— Collected data —
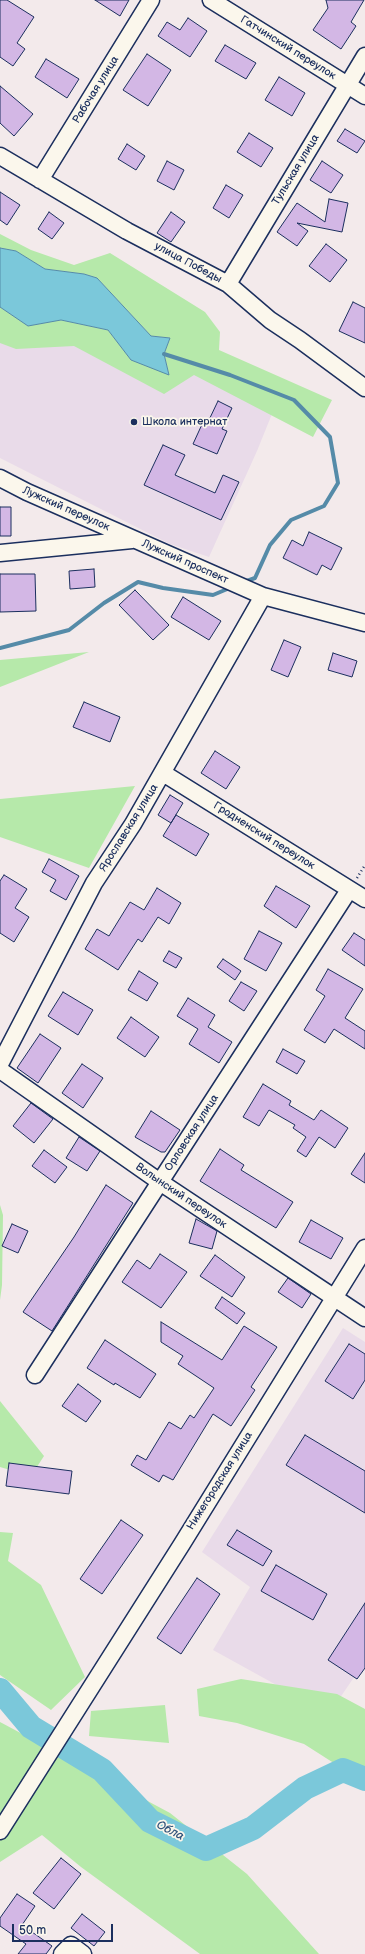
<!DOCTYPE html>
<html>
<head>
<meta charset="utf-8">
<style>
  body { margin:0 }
  #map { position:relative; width:365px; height:1954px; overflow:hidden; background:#f3eaeb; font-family:"Balsamiq Sans",sans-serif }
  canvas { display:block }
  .scale { position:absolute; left:12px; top:1924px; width:101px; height:18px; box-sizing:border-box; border:2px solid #1b2f5e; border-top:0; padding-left:5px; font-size:12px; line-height:14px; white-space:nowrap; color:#1b2f5e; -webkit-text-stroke:3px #fbf7ec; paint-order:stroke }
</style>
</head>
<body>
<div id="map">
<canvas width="365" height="1954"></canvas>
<div class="scale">50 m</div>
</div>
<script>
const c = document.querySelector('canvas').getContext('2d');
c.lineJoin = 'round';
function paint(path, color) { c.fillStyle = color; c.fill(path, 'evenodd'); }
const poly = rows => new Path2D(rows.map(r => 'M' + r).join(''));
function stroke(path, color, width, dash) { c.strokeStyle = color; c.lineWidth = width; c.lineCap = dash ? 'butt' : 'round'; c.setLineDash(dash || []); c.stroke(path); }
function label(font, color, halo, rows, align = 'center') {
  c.font = font + ' "Balsamiq Sans",sans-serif'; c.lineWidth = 3.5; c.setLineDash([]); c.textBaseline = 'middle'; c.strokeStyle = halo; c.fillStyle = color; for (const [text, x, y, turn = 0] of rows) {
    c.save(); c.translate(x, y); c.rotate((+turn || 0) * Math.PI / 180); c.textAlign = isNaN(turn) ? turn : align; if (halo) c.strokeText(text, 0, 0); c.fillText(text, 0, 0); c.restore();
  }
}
const built = poly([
  [0,307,61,320,280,394,257,451,209,557,170,544,0,458],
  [343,1328,365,1342,365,1661,329,1714,213,1650,250,1587,202,1552]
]);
const green = poly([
  [0,234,31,250,74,265,110,253,205,312,220,332,219,350,332,400,313,437,194,375,164,394,74,346,16,349,0,343,0,307,28,326,61,320,108,330,131,360,169,374,164,354,170,338,151,336,97,278,84,274,45,269,16,251,0,248],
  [89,652,0,687,0,660],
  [135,786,89,868,0,837,0,799],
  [0,1205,3,1215,2,1285,0,1300],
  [0,1401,44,1456,31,1476,0,1467],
  [0,1532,13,1533,8,1561,41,1585,85,1677,51,1710,0,1675],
  [241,1679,337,1694,365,1709,365,1783,304,1744,237,1723,199,1716,197,1689],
  [165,1705,169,1743,89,1736,91,1711],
  [0,1722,170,1813,247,1874,319,1954,200,1954,81,1867,42,1835,0,1862]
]);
const water = poly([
  [0,248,16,251,45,269,84,274,97,278,151,336,170,338,164,354,169,375,131,360,108,330,61,320,28,326,0,307,0,248]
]);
const stream = poly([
  [164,354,230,375,294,400,330,437,338,483,324,506,291,520,270,545,255,578,244,582],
  [0,648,69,630,104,603,138,582,163,588,213,595,232,587]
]);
const river = poly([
  [0,1690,31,1727,102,1770,150,1821,206,1849,253,1828,305,1788,343,1770,365,1779]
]);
const building = poly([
  [0,0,7,0,34,17,17,43,25,49,13,66,0,57,0,0],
  [95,0,129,0,120,16,95,0],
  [326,0,364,0,351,22,356,26,341,49,313,30,328,8,326,0],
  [188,18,207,31,190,57,158,36,167,22,180,30,188,18],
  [225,45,256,63,246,79,215,61,225,45],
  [147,54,171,70,148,106,123,90,147,54],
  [46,59,79,79,67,98,35,77,46,59],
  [279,77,305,93,292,116,265,100,279,77],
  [0,86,33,114,14,136,0,123,0,86],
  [345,129,365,141,357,153,337,141,345,129],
  [249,133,273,148,261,167,237,152,249,133],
  [127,144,145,156,136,170,118,159,127,144],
  [167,161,184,170,174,190,157,181,167,161],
  [322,161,343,175,331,193,310,180,322,161],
  [226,185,243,195,229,218,213,208,226,185],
  [0,192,20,205,7,225,0,220,0,192],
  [329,199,348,203,342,232,297,223,308,231,297,246,277,232,297,203,325,222,329,199],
  [49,212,64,223,52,239,38,229,49,212],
  [171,212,185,222,171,242,157,233,171,212],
  [326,244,347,260,330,282,309,266,326,244],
  [353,302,365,308,365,343,339,331,353,302],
  [218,401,232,408,222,429,227,431,217,454,193,444,204,420,208,422,218,401],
  [163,445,185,455,175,475,215,493,223,475,239,482,221,520,144,485,163,445],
  [0,507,11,507,11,536,0,536,0,507],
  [309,532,342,548,331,570,322,565,317,575,283,558,292,540,303,546,309,532],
  [94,569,95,587,70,589,69,571,94,569],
  [0,574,35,574,36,611,0,612,0,574],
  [135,590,169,625,153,640,119,605,135,590],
  [183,597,221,621,209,640,171,617,183,597],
  [284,640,301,647,288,677,271,670,284,640],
  [333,653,357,661,352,677,328,670,333,653],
  [84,702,120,717,110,742,73,727,84,702],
  [215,751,240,767,226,789,201,773,215,751],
  [170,795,183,803,171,823,158,815,170,795],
  [176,815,209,834,196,856,163,836,176,815],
  [49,859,79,876,66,900,50,891,56,880,42,872,49,859],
  [4,875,27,889,15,908,29,917,14,942,0,933,0,881,4,875],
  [276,886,310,906,296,928,264,906,276,886],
  [157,888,181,903,169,924,158,917,142,942,138,939,118,970,85,949,97,929,109,936,130,902,144,910,157,888],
  [259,931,282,943,266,971,244,959,259,931],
  [354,933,365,940,365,966,342,950,354,933],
  [169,951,182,958,176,968,163,961,169,951],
  [223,959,241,971,235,980,217,967,223,959],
  [328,969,363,989,345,1018,365,1031,365,1049,334,1029,325,1043,304,1030,325,996,316,990,328,969],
  [139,971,158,983,147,1001,128,990,139,971],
  [241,982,257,991,244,1011,229,1001,241,982],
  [63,992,93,1010,78,1035,48,1016,63,992],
  [188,998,215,1015,208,1027,232,1042,219,1063,189,1044,198,1029,177,1016,188,998],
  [131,1017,159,1037,145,1057,117,1038,131,1017],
  [40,1034,61,1048,38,1083,17,1068,40,1034],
  [283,1049,305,1061,297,1074,276,1062,283,1049],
  [82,1064,103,1078,83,1108,62,1093,82,1064],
  [263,1084,291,1101,289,1105,314,1120,321,1110,348,1128,335,1148,319,1137,306,1157,297,1151,306,1137,293,1128,295,1125,269,1110,259,1126,243,1117,263,1084],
  [31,1103,53,1119,34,1143,13,1126,31,1103],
  [151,1111,180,1130,165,1152,161,1152,135,1137,151,1111],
  [79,1137,100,1151,87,1171,66,1158,79,1137],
  [220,1149,244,1165,241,1170,293,1202,276,1228,200,1181,220,1149],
  [44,1150,67,1167,55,1183,32,1166,44,1150],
  [365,1153,365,1183,351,1174,365,1153],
  [106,1185,133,1203,52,1331,23,1312,74,1237,106,1185],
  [196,1219,217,1231,212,1249,189,1243,196,1219],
  [311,1220,343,1238,331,1259,299,1242,311,1220],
  [12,1224,28,1231,18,1253,2,1246,12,1224],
  [160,1254,187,1272,161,1308,122,1282,137,1260,150,1269,160,1254],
  [215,1255,245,1277,232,1297,200,1276,215,1255],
  [288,1278,311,1294,302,1308,278,1292,288,1278],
  [222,1297,245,1313,237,1324,215,1308,222,1297],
  [161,1322,222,1360,244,1326,277,1347,251,1387,255,1390,231,1426,213,1414,173,1480,163,1475,159,1482,131,1465,137,1455,146,1460,169,1422,181,1429,190,1415,194,1418,214,1388,178,1364,183,1356,161,1342,161,1322],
  [105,1340,156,1374,140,1398,115,1383,114,1385,87,1368,105,1340],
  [349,1344,365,1354,365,1380,353,1399,325,1381,349,1344],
  [78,1384,101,1401,86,1422,62,1406,78,1384],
  [305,1435,365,1471,365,1513,286,1465,305,1435],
  [9,1463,72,1471,69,1494,6,1486,9,1463],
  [121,1520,143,1535,102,1594,80,1579,121,1520],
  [237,1530,272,1551,263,1566,227,1545,237,1530],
  [276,1565,327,1594,313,1620,261,1591,276,1565],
  [197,1578,220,1594,181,1654,157,1638,197,1578],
  [365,1603,365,1668,357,1679,328,1660,365,1603],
  [61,1858,81,1874,54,1909,33,1893,61,1858],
  [17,1894,35,1906,22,1925,52,1946,46,1954,18,1954,26,1944,0,1926,0,1918,17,1894],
  [82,1914,105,1932,94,1946,71,1928,82,1914]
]);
const path = poly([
  [357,878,365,865]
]);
const minor = poly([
  [211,0,365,96],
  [0,156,127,231,228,284,270,320,300,340,365,388],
  [40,180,151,0],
  [228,284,365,56],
  [0,478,27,492,263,596,365,623],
  [0,553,132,540],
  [163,773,365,899],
  [0,1064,94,883,133,824,263,596],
  [0,1070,160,1182,365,1318],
  [35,1375,349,890],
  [0,1831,182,1544,365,1248],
  [62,1954,71,1945,83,1954]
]);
const markers = [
  [134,422,4,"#1b2f5e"]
];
const streetNames = [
  ["Гатчинский переулок",288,48,32],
  ["Рабочая улица",96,90,-58],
  ["Тульская улица",296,170,-59],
  ["улица Победы",188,263,28],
  ["Лужский переулок",66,509,24],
  ["Лужский проспект",185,562,24],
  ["Ярославская улица",129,828,-58],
  ["Гродненский переулок",264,836,32],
  ["Орловская улица",192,1133,-57],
  ["Волынский переулок",181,1196,34],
  ["Нижегородская улица",220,1481,-58]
];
const poiNames = [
  ["Школа интернат",142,422]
];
const waterNames = [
  ["Обла",170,1831,27]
];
paint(built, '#e9dbe9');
paint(green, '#b6e9aa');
paint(water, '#7bc8da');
stroke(water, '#558ba8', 1);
stroke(stream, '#558ba8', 4);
stroke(river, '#7bc8da', 24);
paint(building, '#d3b7e5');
stroke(building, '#1b2f5e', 1);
stroke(minor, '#1b2f5e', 19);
stroke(path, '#1b2f5e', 2.5, [1, 3]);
stroke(minor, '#fbf7ec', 16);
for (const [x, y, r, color] of markers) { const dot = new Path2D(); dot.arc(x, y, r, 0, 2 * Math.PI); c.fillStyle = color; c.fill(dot); stroke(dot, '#fbf7ec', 1.5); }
label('11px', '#1b2f5e', '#fbf7ec', streetNames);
label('11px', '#1b2f5e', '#fbf7ec', poiNames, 'left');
label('italic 12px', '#33557d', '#fbf7ec', waterNames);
</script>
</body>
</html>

— Exercise directions —
Make a copy of each line in the records that has the word "turn".

— The answer —
  c.font = font + ' "Balsamiq Sans",sans-serif'; c.lineWidth = 3.5; c.setLineDash([]); c.textBaseline = 'middle'; c.strokeStyle = halo; c.fillStyle = color; for (const [text, x, y, turn = 0] of rows) {
    c.save(); c.translate(x, y); c.rotate((+turn || 0) * Math.PI / 180); c.textAlign = isNaN(turn) ? turn : align; if (halo) c.strokeText(text, 0, 0); c.fillText(text, 0, 0); c.restore();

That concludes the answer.